__About this task__. Below are entries; count the lines among them that contain the word "sizing", and give only the count.

Data items
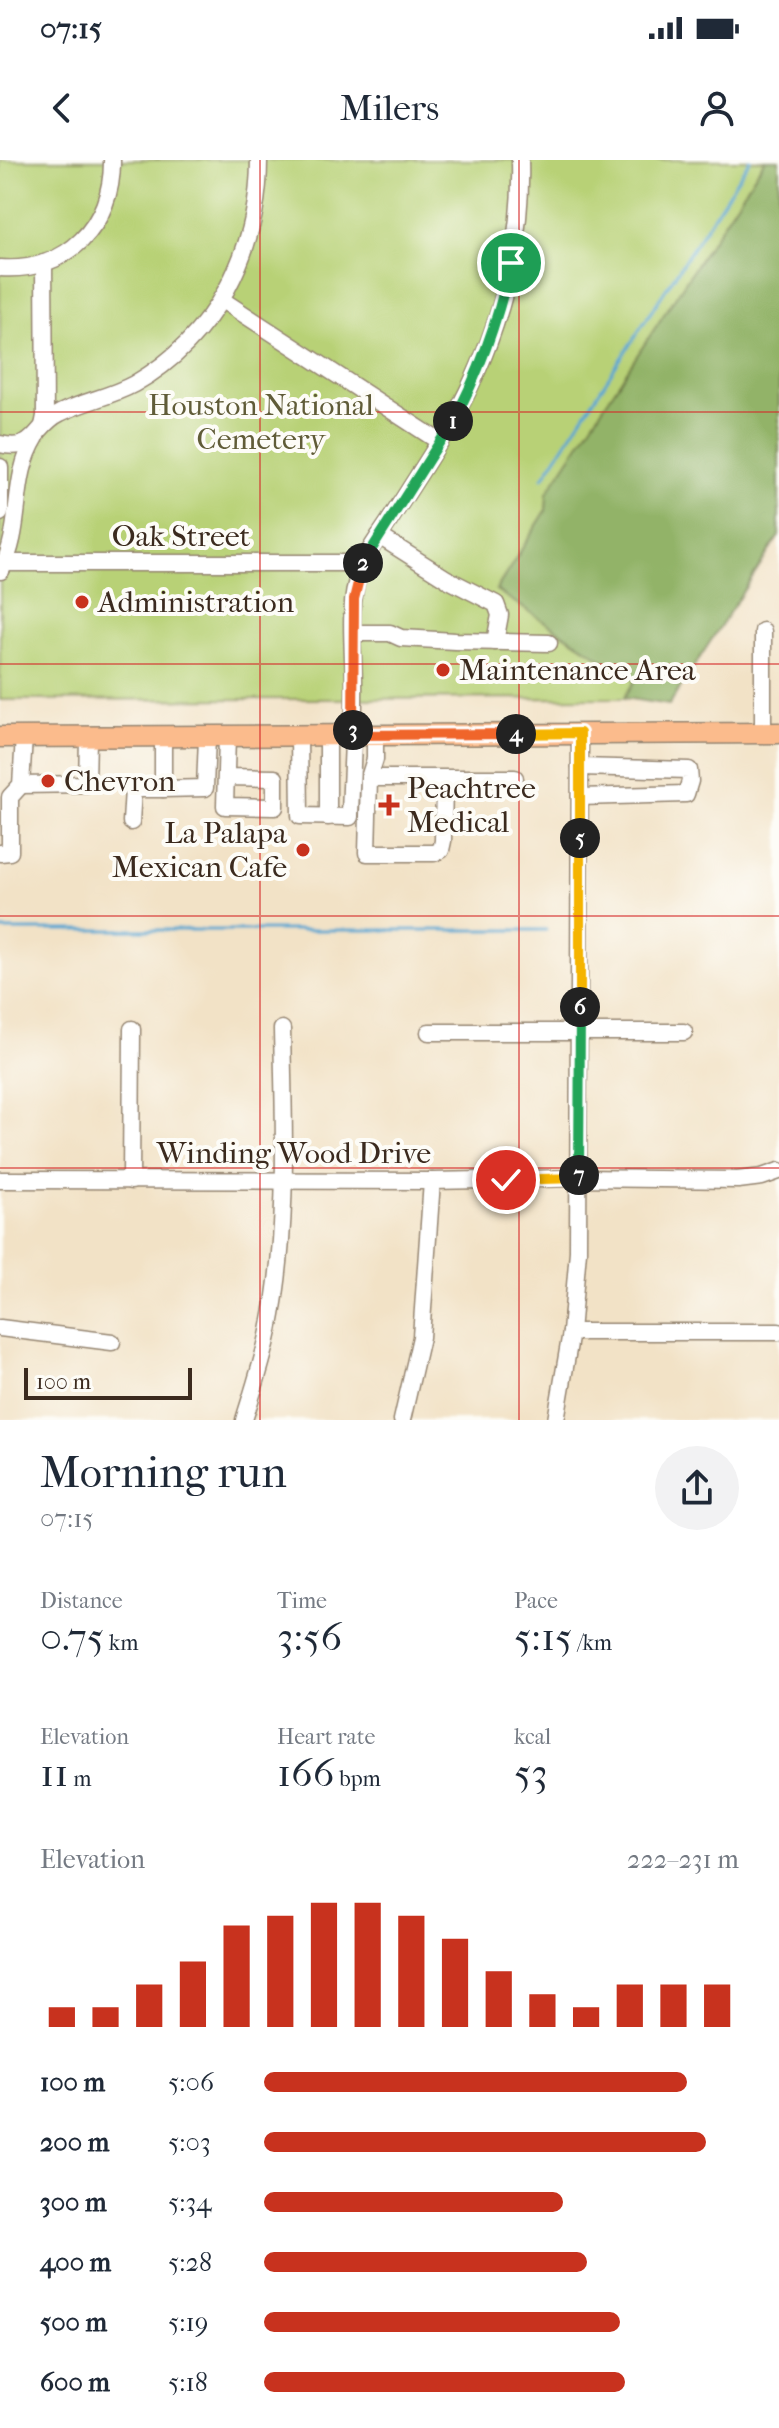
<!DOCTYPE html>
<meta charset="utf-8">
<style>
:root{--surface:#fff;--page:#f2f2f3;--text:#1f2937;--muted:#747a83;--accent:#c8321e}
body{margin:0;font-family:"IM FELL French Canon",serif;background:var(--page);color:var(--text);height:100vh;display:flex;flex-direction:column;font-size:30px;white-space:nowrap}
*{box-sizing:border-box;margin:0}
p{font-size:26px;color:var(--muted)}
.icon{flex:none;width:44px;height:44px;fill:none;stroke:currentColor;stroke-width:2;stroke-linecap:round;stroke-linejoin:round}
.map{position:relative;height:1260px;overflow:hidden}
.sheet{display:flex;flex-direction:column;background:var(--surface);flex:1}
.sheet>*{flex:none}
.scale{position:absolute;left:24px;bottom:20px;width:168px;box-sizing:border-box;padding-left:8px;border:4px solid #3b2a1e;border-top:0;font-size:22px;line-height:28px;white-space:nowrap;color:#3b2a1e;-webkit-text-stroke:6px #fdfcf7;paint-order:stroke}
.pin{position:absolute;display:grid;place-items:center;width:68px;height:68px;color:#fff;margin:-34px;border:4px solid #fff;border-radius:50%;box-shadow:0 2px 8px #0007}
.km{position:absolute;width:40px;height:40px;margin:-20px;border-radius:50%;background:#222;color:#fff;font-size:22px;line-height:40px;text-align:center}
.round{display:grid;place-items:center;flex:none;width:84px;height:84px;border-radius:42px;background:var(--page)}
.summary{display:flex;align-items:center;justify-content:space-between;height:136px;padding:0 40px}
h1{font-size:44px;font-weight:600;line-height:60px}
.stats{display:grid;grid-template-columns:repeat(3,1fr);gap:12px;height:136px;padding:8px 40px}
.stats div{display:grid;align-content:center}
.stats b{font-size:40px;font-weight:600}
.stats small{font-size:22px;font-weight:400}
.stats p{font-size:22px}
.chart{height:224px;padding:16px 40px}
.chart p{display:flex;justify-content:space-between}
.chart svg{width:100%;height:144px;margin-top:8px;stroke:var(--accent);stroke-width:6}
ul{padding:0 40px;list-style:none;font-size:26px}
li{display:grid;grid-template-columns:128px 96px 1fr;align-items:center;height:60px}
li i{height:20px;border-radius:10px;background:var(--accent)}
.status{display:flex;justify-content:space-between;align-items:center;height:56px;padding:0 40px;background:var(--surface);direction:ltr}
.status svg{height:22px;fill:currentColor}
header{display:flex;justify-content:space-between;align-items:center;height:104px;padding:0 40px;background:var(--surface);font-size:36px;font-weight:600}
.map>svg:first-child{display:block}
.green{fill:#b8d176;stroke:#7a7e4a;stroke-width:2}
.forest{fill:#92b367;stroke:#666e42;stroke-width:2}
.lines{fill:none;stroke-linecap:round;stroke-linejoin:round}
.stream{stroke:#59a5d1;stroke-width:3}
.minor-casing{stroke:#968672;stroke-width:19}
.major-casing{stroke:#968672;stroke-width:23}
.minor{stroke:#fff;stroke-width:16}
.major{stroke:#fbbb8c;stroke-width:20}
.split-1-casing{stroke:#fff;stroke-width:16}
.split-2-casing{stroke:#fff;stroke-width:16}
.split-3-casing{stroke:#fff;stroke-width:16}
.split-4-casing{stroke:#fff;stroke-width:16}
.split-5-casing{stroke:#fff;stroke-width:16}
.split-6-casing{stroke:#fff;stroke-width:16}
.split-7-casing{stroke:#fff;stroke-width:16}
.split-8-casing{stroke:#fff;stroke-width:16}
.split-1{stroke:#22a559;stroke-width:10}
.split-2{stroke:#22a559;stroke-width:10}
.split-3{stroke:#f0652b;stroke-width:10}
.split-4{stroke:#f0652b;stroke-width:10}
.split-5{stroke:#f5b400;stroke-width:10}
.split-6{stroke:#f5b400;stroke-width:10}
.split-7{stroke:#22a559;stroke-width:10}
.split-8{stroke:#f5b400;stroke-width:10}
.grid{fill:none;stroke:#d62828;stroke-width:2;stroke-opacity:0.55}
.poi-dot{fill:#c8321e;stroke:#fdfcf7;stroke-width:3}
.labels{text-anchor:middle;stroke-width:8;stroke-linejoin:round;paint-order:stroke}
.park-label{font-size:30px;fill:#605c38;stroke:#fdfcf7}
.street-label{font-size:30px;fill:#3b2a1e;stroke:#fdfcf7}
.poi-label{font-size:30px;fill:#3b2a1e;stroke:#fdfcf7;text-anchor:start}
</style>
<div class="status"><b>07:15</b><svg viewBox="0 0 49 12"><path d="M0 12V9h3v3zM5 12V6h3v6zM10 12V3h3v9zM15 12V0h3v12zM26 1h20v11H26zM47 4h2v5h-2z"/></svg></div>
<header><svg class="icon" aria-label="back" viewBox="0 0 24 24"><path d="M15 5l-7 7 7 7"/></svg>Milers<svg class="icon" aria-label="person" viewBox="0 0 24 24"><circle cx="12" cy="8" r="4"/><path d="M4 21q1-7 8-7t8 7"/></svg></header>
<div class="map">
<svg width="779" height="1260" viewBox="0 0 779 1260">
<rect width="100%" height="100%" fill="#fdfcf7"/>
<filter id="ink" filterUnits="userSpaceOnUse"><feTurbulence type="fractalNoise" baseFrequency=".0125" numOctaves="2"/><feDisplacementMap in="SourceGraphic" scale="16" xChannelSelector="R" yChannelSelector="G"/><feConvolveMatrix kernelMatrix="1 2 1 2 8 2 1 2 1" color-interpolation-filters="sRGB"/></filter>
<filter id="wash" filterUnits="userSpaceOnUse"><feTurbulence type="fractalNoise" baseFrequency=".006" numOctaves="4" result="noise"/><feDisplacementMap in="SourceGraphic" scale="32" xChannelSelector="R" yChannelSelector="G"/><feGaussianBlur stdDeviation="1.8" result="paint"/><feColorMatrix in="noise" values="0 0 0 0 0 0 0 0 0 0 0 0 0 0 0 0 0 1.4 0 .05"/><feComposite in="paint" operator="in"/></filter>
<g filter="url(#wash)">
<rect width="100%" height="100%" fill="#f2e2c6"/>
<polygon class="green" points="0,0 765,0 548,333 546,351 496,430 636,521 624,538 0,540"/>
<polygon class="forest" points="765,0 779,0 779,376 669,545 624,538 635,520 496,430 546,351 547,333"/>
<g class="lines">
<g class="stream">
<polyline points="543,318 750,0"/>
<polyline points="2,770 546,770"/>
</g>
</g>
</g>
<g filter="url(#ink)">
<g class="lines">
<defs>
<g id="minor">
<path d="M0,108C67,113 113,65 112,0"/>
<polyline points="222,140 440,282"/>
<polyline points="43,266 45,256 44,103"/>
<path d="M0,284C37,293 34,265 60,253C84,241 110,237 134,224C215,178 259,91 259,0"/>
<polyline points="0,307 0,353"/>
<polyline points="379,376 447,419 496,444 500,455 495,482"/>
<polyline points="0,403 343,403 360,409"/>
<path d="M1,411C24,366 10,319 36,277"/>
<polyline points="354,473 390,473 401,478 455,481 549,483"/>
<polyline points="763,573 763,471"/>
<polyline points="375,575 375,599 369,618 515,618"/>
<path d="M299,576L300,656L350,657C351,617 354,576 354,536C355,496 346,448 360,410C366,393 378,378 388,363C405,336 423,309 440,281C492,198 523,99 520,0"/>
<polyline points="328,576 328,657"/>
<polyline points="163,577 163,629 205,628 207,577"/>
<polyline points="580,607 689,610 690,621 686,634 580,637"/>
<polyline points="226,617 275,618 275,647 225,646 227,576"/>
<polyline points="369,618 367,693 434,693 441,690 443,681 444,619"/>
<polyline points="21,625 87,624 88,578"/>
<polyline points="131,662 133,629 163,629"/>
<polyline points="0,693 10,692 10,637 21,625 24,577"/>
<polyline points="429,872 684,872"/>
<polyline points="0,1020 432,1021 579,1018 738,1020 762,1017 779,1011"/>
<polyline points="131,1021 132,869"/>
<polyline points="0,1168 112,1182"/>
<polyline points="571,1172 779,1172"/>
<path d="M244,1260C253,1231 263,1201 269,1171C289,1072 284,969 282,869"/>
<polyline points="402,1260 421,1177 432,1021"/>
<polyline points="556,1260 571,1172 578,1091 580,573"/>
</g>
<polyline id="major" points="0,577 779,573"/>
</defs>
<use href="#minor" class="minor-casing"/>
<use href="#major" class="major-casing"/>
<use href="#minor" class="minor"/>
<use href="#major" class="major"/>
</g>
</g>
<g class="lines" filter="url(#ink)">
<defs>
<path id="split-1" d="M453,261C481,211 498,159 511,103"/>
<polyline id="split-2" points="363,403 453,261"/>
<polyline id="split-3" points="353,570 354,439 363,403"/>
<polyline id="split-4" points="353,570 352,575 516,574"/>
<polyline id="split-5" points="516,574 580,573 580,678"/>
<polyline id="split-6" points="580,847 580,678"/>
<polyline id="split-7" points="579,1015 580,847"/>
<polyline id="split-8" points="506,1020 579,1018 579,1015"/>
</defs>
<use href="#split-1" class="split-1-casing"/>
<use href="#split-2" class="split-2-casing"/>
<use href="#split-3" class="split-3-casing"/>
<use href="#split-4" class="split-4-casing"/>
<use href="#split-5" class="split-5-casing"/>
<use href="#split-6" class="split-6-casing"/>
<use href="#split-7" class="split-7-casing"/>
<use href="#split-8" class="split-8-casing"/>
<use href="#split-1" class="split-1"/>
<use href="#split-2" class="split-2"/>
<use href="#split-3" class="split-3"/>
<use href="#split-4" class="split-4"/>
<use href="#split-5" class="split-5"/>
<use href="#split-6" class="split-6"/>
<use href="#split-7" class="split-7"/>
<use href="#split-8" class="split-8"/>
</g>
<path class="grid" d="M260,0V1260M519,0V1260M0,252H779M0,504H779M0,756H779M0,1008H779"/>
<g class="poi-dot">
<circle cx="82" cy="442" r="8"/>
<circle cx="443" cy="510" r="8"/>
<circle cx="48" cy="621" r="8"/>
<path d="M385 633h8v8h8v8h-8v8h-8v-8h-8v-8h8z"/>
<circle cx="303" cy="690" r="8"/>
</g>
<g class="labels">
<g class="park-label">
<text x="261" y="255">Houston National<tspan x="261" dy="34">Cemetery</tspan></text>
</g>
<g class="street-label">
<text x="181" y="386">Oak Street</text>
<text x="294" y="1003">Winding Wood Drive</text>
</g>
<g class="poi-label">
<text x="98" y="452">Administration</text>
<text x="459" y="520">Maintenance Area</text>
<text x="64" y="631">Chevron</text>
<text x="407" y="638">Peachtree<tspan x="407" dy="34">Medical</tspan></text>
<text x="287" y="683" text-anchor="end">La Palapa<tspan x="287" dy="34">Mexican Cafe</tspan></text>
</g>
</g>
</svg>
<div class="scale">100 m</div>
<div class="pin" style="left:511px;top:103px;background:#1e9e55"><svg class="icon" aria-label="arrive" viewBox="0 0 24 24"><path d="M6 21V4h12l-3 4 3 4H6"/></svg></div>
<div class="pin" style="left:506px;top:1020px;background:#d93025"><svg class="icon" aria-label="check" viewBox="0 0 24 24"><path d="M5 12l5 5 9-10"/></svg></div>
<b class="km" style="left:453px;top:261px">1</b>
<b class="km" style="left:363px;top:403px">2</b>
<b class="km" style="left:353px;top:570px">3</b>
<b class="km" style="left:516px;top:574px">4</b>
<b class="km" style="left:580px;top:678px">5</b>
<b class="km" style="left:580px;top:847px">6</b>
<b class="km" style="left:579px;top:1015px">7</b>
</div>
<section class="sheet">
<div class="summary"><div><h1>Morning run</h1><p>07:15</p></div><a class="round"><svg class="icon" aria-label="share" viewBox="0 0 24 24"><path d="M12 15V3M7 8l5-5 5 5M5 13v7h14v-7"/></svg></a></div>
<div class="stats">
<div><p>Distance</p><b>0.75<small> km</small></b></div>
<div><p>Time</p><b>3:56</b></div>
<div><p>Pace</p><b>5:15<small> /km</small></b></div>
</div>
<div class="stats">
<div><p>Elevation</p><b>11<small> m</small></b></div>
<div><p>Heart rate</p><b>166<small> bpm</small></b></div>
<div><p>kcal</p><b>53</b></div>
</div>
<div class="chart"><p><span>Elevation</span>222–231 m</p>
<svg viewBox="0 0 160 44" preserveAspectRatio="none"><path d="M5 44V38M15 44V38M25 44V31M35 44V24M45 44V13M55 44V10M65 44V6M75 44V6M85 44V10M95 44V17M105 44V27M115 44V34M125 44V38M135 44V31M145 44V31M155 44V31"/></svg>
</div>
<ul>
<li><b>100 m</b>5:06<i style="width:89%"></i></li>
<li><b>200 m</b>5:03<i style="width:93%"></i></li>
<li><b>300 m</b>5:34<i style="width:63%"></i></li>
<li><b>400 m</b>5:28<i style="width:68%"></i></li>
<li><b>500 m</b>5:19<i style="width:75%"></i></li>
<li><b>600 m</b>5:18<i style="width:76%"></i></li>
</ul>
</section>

__Answer to this problem__. 2